+ Part 27 +

24 0 3
                                    

There was only one month out of every year when the sun would finally melt the snow in Bayport. It was always Rosie's favorite month. It was usually when school was out, and Rosie and I often spent the milder days sitting on the front porch. 

When Dad was at work and Mom was inside doing chores, I usually had some kind of book in my lap and Rosie was diddling away with toys on the porch step or picking flowers from the garden below them. 

I remember one day in particular. It was the summer before senior year. The year that would change everything. The summer I spent studying for something that would never happen.

The sun was hot, rays beaming down and baking the dirt where Rosie sat by the sidewalk. Purple flowers were in full bloom at every yard lining the street, and Rosie sat picking buds from the garden before the forest. She wore a pretty blue dress with stripes down the back and a white ribbon in her hair. She held a wad of flower stems in her hand and she plucked a few more before she came running up the steps to show me.
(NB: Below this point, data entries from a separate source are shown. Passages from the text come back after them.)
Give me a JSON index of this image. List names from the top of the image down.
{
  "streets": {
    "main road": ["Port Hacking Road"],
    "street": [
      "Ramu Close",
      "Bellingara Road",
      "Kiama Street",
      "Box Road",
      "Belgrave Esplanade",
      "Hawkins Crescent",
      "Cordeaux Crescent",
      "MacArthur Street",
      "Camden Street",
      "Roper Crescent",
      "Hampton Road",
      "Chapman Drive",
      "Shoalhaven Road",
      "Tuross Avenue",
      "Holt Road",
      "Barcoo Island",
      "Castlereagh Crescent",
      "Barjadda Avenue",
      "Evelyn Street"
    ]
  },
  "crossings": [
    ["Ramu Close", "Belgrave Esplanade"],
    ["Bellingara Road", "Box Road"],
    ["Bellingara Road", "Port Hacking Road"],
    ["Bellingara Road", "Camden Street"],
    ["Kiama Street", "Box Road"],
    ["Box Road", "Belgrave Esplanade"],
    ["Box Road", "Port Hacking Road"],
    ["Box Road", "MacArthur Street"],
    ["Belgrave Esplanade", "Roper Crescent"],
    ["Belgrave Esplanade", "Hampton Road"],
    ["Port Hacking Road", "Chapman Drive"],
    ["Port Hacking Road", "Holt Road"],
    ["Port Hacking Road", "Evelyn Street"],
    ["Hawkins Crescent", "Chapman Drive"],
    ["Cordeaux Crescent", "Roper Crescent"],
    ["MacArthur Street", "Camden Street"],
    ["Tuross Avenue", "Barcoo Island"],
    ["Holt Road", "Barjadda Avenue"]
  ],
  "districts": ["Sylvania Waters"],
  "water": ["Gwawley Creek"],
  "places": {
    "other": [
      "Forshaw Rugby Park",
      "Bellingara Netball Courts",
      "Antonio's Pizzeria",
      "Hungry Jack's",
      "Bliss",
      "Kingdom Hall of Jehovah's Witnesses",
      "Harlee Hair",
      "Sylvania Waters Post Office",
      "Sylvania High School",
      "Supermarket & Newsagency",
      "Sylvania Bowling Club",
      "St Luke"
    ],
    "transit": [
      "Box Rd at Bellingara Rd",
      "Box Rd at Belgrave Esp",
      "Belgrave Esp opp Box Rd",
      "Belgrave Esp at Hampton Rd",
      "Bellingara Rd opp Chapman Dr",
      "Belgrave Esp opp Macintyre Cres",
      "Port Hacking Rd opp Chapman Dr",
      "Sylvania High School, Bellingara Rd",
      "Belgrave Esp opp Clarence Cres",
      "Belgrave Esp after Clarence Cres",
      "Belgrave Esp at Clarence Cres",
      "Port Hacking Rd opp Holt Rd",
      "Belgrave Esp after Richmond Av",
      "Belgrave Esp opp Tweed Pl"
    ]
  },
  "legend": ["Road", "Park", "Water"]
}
"They're big flowers," she said, and I glanced up over the corner of my textbook to look at them. I smiled, flipping the page of my book and reading again. 

"They're pretty, Rosie."

I didn't look up as she sat on the porch swing next to me and kicked her legs back and forth to reach the back of the seat. "This one's red. Like a rose like me!" She dropped the fistful of flowers into my lap, and I sighed as she grabbed my book and lifted herself into my lap instead. The book dropped. The smell of fresh blossoms filled my nose, and Rosie smiled as she pointed to the flowers and turned around. "I want them in my hair like you did last time!"

"Rosie-"

"Pllleeeaaasssseeee, Brenna," she whined, lip puckering as she looked back at me. That look made everything seem silly. I had hardly seen her since I'd started studying for entrance exams. She'd asked me to do things with her everyday since then. "Pwetty please? Like a princess?" 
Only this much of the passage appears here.